Beetle bank

A beetle bank, in agriculture and horticulture, is a form of biological pest control. It is a strip planted with grasses (bunch grasses) and/or perennial plants, within a crop field or a garden, that fosters and provides habitat for beneficial insects, birds, and other fauna that prey on pests.

Beetle banks are typically made up from plants such as sunflowers, Vicia faba, Centaurea cyanus, coriander, borage, Muhlenbergia, Stipa, and buckwheats (Eriogonum spp.). Beetle banks are used to reduce or replace the use of insecticides, and can also serve as habitat for birds and beneficial rodents. For example, insects such as Chrysoperla carnea and the Ichneumon fly can prey on pests. The concept was developed by the Game & Wildlife Conservation Trust in collaboration with the University of Southampton.

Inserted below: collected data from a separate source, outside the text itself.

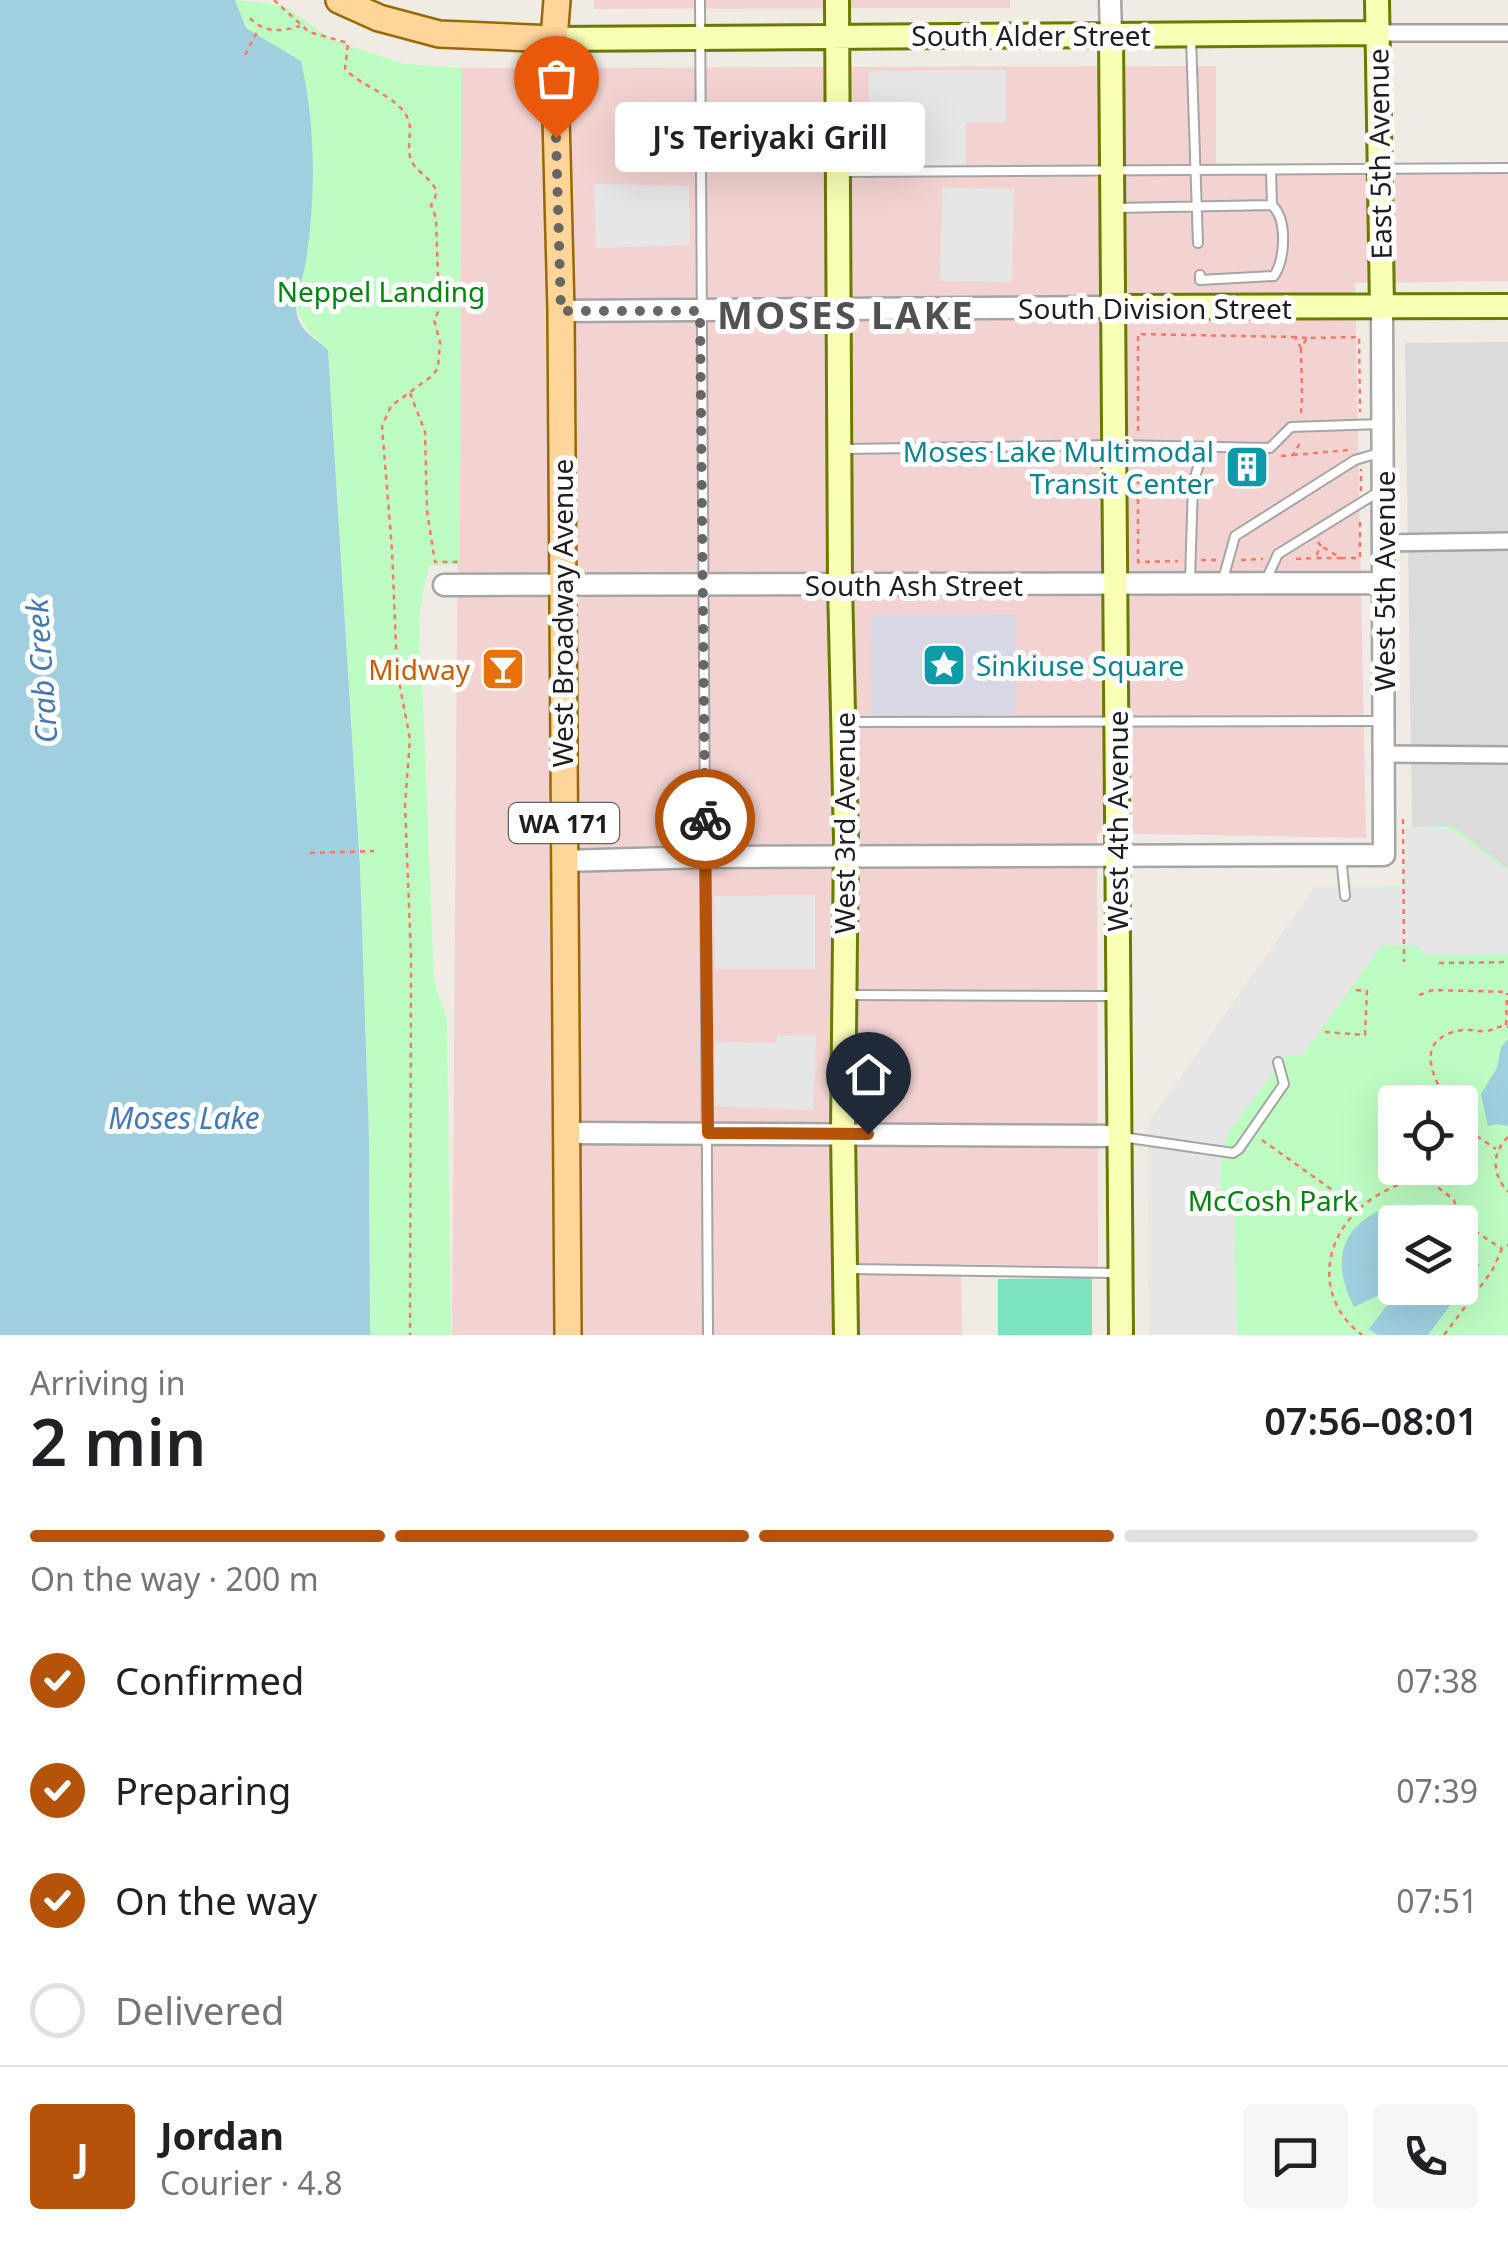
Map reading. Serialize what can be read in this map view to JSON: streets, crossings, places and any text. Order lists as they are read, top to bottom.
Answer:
{
  "streets": {
    "main road": [
      "South Alder Street",
      "East 5th Avenue",
      "South Division Street",
      "West Broadway Avenue",
      "West 4th Avenue",
      "WA 171",
      "West 3rd Avenue"
    ],
    "street": ["West 5th Avenue", "South Ash Street"]
  },
  "crossings": [
    ["South Alder Street", "East 5th Avenue"],
    ["South Alder Street", "West 4th Avenue"],
    ["South Alder Street", "WA 171"],
    ["South Alder Street", "West 3rd Avenue"],
    ["East 5th Avenue", "South Division Street"],
    ["East 5th Avenue", "West 5th Avenue"],
    ["South Division Street", "West 5th Avenue"],
    ["South Division Street", "West Broadway Avenue"],
    ["South Division Street", "West 4th Avenue"],
    ["South Division Street", "WA 171"],
    ["South Division Street", "West 3rd Avenue"],
    ["West 5th Avenue", "South Ash Street"],
    ["South Ash Street", "West Broadway Avenue"],
    ["South Ash Street", "West 4th Avenue"],
    ["South Ash Street", "West 3rd Avenue"],
    ["West Broadway Avenue", "WA 171"]
  ],
  "districts": ["MOSES LAKE"],
  "water": ["Crab Creek", "Moses Lake"],
  "parks": ["Neppel Landing", "McCosh Park"],
  "places": {
    "other": ["J's Teriyaki Grill"],
    "building": ["Moses Lake Multimodal Transit Center"],
    "place": ["Sinkiuse Square"],
    "bar": ["Midway"]
  },
  "page": {
    "bubble": "J's Teriyaki Grill",
    "heading": ["2 min", "Arriving in", "07:56–08:01"],
    "panel": ["Jordan", "Courier · 4.8"],
    "bar": "On the way · 200 m",
    "list": [
      ["Confirmed", "07:38"],
      ["Preparing", "07:39"],
      ["On the way", "07:51"],
      "Delivered"
    ],
    "round": "J"
  }
}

Other important benefits can be providing habitat for pollinators and endangered species. If using local native plants, endemic and indigenous flora and fauna restoration ecology is supported.

According to a March 2005 draft entry for the Oxford English Dictionary, the term first came into use in the early 1990s, with published examples including the August 22, 1992 issue of the New Scientist and an October 12, 1994 reference in The Guardian society section:

This page was last edited on 15 December 2017, at 14:37.
Reference: under CC BY-SA license.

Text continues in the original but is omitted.